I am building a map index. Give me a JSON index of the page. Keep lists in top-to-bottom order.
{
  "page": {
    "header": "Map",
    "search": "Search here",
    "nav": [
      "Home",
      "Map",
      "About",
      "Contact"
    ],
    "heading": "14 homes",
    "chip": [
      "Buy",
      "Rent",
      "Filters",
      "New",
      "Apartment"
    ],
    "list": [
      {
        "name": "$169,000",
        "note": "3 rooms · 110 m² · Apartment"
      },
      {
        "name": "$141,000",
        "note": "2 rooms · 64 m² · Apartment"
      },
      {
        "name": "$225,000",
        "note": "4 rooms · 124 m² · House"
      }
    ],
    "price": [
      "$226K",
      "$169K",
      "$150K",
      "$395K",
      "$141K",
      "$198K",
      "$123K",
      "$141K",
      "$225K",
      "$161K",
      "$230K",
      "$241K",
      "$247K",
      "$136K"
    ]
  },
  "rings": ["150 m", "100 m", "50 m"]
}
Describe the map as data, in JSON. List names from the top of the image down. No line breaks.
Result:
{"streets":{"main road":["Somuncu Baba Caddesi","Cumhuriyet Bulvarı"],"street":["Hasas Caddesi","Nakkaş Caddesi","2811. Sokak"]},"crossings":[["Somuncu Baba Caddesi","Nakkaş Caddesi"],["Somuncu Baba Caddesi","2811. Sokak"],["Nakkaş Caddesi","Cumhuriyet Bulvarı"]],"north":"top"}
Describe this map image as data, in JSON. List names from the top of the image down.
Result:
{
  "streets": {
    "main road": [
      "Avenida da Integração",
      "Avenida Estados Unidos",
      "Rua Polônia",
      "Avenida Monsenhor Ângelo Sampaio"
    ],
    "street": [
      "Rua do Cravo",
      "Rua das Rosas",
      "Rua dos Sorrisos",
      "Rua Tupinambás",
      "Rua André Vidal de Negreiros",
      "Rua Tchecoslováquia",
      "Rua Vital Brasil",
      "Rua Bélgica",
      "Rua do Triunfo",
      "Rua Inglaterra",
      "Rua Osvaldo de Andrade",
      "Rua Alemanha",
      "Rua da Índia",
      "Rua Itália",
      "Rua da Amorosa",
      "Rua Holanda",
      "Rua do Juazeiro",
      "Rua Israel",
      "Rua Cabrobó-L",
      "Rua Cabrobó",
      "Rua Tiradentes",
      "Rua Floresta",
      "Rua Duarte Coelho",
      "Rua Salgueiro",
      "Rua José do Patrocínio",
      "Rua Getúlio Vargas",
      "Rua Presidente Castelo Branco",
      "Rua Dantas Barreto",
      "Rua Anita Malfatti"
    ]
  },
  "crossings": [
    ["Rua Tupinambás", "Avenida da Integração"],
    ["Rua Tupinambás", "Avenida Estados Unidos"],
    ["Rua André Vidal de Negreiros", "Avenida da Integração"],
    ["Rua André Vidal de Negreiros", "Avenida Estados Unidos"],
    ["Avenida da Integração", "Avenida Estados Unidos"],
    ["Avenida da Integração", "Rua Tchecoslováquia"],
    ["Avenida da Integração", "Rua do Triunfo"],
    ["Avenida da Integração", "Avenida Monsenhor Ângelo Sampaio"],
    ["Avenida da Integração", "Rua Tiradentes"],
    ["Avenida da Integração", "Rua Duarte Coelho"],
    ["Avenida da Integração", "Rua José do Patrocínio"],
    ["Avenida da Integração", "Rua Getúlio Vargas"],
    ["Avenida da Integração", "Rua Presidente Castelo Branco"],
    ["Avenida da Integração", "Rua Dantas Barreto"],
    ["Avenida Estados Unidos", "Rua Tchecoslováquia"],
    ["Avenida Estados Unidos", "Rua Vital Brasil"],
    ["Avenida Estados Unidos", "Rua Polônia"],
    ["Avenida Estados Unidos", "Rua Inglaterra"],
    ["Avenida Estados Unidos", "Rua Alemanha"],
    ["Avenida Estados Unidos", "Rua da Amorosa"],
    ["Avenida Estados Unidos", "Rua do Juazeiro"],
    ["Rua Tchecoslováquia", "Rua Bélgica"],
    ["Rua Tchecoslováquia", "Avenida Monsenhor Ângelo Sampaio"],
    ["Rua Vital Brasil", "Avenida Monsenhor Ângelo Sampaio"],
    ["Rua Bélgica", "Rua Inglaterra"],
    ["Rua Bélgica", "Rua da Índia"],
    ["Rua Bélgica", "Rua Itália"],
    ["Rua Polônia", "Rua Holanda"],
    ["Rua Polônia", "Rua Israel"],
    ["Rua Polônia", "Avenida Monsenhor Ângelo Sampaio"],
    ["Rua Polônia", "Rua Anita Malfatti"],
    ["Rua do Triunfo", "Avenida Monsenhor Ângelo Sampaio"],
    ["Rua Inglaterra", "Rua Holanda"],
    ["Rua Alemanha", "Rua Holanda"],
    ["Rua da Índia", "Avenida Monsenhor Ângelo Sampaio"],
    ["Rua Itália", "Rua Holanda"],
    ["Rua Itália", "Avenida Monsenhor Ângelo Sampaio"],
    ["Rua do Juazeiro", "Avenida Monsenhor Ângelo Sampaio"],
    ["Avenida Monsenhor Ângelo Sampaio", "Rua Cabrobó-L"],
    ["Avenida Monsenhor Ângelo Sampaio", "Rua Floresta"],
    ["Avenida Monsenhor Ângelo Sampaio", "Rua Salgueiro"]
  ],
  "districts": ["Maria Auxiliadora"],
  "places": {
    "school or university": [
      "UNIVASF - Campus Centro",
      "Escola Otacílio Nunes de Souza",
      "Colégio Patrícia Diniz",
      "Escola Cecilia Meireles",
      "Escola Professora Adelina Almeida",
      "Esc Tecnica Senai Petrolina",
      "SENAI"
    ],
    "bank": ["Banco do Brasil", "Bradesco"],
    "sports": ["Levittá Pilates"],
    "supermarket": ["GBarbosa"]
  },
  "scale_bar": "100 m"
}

::::

▶ HOW TO COMPLETE THIS TASK: Set the data down again in full. Keep it exact.

▶ THE ANSWER:
I am building a map index. Give me a JSON index of the page. Keep lists in top-to-bottom order.
{
  "page": {
    "header": "Map",
    "search": "Search here",
    "nav": [
      "Home",
      "Map",
      "About",
      "Contact"
    ],
    "heading": "14 homes",
    "chip": [
      "Buy",
      "Rent",
      "Filters",
      "New",
      "Apartment"
    ],
    "list": [
      {
        "name": "$169,000",
        "note": "3 rooms · 110 m² · Apartment"
      },
      {
        "name": "$141,000",
        "note": "2 rooms · 64 m² · Apartment"
      },
      {
        "name": "$225,000",
        "note": "4 rooms · 124 m² · House"
      }
    ],
    "price": [
      "$226K",
      "$169K",
      "$150K",
      "$395K",
      "$141K",
      "$198K",
      "$123K",
      "$141K",
      "$225K",
      "$161K",
      "$230K",
      "$241K",
      "$247K",
      "$136K"
    ]
  },
  "rings": ["150 m", "100 m", "50 m"]
}
Describe the map as data, in JSON. List names from the top of the image down. No line breaks.
Result:
{"streets":{"main road":["Somuncu Baba Caddesi","Cumhuriyet Bulvarı"],"street":["Hasas Caddesi","Nakkaş Caddesi","2811. Sokak"]},"crossings":[["Somuncu Baba Caddesi","Nakkaş Caddesi"],["Somuncu Baba Caddesi","2811. Sokak"],["Nakkaş Caddesi","Cumhuriyet Bulvarı"]],"north":"top"}
Describe this map image as data, in JSON. List names from the top of the image down.
Result:
{
  "streets": {
    "main road": [
      "Avenida da Integração",
      "Avenida Estados Unidos",
      "Rua Polônia",
      "Avenida Monsenhor Ângelo Sampaio"
    ],
    "street": [
      "Rua do Cravo",
      "Rua das Rosas",
      "Rua dos Sorrisos",
      "Rua Tupinambás",
      "Rua André Vidal de Negreiros",
      "Rua Tchecoslováquia",
      "Rua Vital Brasil",
      "Rua Bélgica",
      "Rua do Triunfo",
      "Rua Inglaterra",
      "Rua Osvaldo de Andrade",
      "Rua Alemanha",
      "Rua da Índia",
      "Rua Itália",
      "Rua da Amorosa",
      "Rua Holanda",
      "Rua do Juazeiro",
      "Rua Israel",
      "Rua Cabrobó-L",
      "Rua Cabrobó",
      "Rua Tiradentes",
      "Rua Floresta",
      "Rua Duarte Coelho",
      "Rua Salgueiro",
      "Rua José do Patrocínio",
      "Rua Getúlio Vargas",
      "Rua Presidente Castelo Branco",
      "Rua Dantas Barreto",
      "Rua Anita Malfatti"
    ]
  },
  "crossings": [
    ["Rua Tupinambás", "Avenida da Integração"],
    ["Rua Tupinambás", "Avenida Estados Unidos"],
    ["Rua André Vidal de Negreiros", "Avenida da Integração"],
    ["Rua André Vidal de Negreiros", "Avenida Estados Unidos"],
    ["Avenida da Integração", "Avenida Estados Unidos"],
    ["Avenida da Integração", "Rua Tchecoslováquia"],
    ["Avenida da Integração", "Rua do Triunfo"],
    ["Avenida da Integração", "Avenida Monsenhor Ângelo Sampaio"],
    ["Avenida da Integração", "Rua Tiradentes"],
    ["Avenida da Integração", "Rua Duarte Coelho"],
    ["Avenida da Integração", "Rua José do Patrocínio"],
    ["Avenida da Integração", "Rua Getúlio Vargas"],
    ["Avenida da Integração", "Rua Presidente Castelo Branco"],
    ["Avenida da Integração", "Rua Dantas Barreto"],
    ["Avenida Estados Unidos", "Rua Tchecoslováquia"],
    ["Avenida Estados Unidos", "Rua Vital Brasil"],
    ["Avenida Estados Unidos", "Rua Polônia"],
    ["Avenida Estados Unidos", "Rua Inglaterra"],
    ["Avenida Estados Unidos", "Rua Alemanha"],
    ["Avenida Estados Unidos", "Rua da Amorosa"],
    ["Avenida Estados Unidos", "Rua do Juazeiro"],
    ["Rua Tchecoslováquia", "Rua Bélgica"],
    ["Rua Tchecoslováquia", "Avenida Monsenhor Ângelo Sampaio"],
    ["Rua Vital Brasil", "Avenida Monsenhor Ângelo Sampaio"],
    ["Rua Bélgica", "Rua Inglaterra"],
    ["Rua Bélgica", "Rua da Índia"],
    ["Rua Bélgica", "Rua Itália"],
    ["Rua Polônia", "Rua Holanda"],
    ["Rua Polônia", "Rua Israel"],
    ["Rua Polônia", "Avenida Monsenhor Ângelo Sampaio"],
    ["Rua Polônia", "Rua Anita Malfatti"],
    ["Rua do Triunfo", "Avenida Monsenhor Ângelo Sampaio"],
    ["Rua Inglaterra", "Rua Holanda"],
    ["Rua Alemanha", "Rua Holanda"],
    ["Rua da Índia", "Avenida Monsenhor Ângelo Sampaio"],
    ["Rua Itália", "Rua Holanda"],
    ["Rua Itália", "Avenida Monsenhor Ângelo Sampaio"],
    ["Rua do Juazeiro", "Avenida Monsenhor Ângelo Sampaio"],
    ["Avenida Monsenhor Ângelo Sampaio", "Rua Cabrobó-L"],
    ["Avenida Monsenhor Ângelo Sampaio", "Rua Floresta"],
    ["Avenida Monsenhor Ângelo Sampaio", "Rua Salgueiro"]
  ],
  "districts": ["Maria Auxiliadora"],
  "places": {
    "school or university": [
      "UNIVASF - Campus Centro",
      "Escola Otacílio Nunes de Souza",
      "Colégio Patrícia Diniz",
      "Escola Cecilia Meireles",
      "Escola Professora Adelina Almeida",
      "Esc Tecnica Senai Petrolina",
      "SENAI"
    ],
    "bank": ["Banco do Brasil", "Bradesco"],
    "sports": ["Levittá Pilates"],
    "supermarket": ["GBarbosa"]
  },
  "scale_bar": "100 m"
}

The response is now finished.